Though one does not know Kano’s budget for this fiscal year and cannot therefore comment on how large the N5.6 billion is when compared to total State budget, one would like to know what other states of the Federation spends on water supply in relation to their total budgets. The percentage of state budget spent on water supply is a good indication of a state’s commitment to improving water supply.

The magnitude of monthly revenue (N82Millon) generated by the state reported in the newspaper is higher than the reported revenues generated by the Water Board in most states.
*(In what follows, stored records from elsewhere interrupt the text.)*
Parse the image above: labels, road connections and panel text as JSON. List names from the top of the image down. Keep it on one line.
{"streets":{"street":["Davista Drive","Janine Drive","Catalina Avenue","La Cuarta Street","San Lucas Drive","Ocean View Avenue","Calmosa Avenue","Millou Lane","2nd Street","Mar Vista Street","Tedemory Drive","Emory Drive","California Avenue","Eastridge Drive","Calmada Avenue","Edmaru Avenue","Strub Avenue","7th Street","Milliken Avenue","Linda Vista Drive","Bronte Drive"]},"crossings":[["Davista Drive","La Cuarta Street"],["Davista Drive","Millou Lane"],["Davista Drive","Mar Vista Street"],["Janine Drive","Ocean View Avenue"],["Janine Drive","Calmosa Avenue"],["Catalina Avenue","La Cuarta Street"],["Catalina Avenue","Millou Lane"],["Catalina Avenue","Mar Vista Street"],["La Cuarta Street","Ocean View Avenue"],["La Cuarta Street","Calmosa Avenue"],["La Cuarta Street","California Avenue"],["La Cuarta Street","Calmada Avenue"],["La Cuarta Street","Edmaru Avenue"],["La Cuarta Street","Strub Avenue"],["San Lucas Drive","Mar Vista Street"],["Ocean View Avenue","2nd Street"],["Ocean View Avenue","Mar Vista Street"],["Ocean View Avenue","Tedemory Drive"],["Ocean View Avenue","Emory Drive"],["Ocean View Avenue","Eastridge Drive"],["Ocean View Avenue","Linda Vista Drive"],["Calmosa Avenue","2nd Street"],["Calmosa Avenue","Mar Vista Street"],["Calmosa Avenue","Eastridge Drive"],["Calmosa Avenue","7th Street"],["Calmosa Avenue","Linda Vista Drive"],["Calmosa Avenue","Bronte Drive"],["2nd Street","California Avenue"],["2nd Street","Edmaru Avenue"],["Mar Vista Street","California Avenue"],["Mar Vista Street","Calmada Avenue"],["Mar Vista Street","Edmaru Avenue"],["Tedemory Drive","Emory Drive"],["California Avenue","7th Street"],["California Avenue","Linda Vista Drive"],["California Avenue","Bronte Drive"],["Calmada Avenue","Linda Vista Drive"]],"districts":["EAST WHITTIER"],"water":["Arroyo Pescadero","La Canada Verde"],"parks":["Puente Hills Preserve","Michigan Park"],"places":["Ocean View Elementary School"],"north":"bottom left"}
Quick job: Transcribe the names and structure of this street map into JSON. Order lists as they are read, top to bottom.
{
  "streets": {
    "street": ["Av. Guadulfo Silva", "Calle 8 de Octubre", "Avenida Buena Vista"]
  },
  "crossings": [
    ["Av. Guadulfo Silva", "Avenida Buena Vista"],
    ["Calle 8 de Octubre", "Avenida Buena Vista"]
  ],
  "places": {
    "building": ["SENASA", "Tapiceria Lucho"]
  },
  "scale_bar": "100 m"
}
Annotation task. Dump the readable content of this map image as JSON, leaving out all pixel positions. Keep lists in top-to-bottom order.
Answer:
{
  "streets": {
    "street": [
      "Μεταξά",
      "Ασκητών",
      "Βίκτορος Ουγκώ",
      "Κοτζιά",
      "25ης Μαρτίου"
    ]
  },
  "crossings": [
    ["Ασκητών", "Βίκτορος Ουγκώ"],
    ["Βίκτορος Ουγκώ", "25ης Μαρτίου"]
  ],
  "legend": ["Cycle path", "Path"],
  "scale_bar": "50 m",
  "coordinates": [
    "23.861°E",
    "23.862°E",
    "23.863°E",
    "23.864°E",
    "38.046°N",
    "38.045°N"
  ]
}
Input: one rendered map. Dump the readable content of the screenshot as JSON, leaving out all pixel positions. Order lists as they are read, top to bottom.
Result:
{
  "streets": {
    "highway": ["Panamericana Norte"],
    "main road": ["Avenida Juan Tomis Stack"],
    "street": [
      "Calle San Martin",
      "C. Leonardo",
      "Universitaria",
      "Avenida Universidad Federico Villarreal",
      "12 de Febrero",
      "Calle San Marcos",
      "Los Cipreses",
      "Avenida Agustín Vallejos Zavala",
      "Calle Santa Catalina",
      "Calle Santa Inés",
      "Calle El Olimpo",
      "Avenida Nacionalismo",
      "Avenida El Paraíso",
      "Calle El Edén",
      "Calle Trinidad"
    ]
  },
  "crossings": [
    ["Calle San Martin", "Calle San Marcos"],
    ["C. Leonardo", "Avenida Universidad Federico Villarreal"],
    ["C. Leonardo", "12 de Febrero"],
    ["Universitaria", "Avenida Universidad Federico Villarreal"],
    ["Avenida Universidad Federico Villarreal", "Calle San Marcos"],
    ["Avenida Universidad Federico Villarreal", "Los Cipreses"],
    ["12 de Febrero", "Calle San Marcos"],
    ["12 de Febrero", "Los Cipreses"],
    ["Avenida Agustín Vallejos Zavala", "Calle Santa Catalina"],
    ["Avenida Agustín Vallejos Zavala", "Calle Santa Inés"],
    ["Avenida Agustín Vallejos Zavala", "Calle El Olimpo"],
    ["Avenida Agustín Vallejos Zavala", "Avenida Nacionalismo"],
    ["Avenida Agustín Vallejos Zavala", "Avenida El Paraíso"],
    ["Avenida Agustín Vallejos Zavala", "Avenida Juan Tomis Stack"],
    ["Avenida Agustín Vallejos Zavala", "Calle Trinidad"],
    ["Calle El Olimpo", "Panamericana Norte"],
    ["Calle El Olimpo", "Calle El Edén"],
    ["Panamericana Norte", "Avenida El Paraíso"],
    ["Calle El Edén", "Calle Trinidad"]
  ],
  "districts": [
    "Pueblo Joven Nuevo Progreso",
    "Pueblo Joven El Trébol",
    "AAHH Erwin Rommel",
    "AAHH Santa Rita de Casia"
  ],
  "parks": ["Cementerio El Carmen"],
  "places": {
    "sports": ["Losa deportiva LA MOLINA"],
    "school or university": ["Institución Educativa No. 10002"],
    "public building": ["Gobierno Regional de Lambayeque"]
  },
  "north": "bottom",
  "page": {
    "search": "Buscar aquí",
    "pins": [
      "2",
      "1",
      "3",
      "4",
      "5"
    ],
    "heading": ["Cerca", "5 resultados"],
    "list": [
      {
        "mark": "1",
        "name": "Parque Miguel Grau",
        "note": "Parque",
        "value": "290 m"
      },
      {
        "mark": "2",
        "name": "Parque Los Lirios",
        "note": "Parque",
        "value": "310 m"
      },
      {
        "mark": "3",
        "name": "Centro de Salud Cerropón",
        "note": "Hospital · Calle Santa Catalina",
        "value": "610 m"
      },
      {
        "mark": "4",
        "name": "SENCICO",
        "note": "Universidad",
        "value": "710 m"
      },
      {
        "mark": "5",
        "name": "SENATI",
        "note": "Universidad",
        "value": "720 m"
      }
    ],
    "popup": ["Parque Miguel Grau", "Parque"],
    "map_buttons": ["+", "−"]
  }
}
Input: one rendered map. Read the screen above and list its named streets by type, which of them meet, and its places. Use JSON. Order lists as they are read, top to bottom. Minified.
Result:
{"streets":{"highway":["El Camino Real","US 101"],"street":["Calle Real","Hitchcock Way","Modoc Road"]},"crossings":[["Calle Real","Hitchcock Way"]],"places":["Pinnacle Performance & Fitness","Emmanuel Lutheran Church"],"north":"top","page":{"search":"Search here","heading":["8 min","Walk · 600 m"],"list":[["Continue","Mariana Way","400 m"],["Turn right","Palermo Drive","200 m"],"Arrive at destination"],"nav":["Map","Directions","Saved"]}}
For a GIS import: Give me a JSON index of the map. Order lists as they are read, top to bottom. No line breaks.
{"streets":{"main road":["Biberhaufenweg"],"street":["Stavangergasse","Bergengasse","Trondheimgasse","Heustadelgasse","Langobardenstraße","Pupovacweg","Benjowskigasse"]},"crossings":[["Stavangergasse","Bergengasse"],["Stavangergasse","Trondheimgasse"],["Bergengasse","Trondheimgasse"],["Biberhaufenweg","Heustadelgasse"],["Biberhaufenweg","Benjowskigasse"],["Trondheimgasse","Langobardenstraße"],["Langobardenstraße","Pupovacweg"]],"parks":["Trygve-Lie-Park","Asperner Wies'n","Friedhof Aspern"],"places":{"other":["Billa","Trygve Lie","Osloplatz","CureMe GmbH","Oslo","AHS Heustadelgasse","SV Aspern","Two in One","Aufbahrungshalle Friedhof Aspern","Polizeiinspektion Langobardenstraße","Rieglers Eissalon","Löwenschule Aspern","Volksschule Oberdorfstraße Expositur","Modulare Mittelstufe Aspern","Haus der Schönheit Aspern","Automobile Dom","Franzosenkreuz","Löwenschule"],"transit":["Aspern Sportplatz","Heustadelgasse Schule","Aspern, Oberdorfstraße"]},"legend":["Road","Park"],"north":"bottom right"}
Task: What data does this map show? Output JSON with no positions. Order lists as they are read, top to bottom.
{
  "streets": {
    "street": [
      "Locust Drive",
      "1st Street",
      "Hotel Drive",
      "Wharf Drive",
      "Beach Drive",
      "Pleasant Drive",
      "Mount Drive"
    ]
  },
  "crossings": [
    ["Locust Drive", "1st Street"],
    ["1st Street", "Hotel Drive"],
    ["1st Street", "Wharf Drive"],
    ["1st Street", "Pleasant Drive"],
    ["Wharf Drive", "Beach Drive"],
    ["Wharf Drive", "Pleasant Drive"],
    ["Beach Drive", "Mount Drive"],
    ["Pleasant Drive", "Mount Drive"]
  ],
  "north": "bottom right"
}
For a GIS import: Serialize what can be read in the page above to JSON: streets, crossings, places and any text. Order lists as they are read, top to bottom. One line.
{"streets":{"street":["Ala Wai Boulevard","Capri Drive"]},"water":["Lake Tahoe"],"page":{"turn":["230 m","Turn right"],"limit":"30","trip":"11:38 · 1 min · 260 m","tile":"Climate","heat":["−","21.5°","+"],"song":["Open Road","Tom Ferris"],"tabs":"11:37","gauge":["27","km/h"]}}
The reform process in water supply focuses on state water agencies generating enough funds so that they can be self-sufficient and be able to provide better services. It is likely Kano would be able to do this easily considering the size of its Water Board monthly generated revenue. And on the basis of this and the percentage of the State’s budget spent on water supply, one may be able to congratulate successive Kano State governments as the current administration is merely building on existing foundation.

DEPO ADENLE.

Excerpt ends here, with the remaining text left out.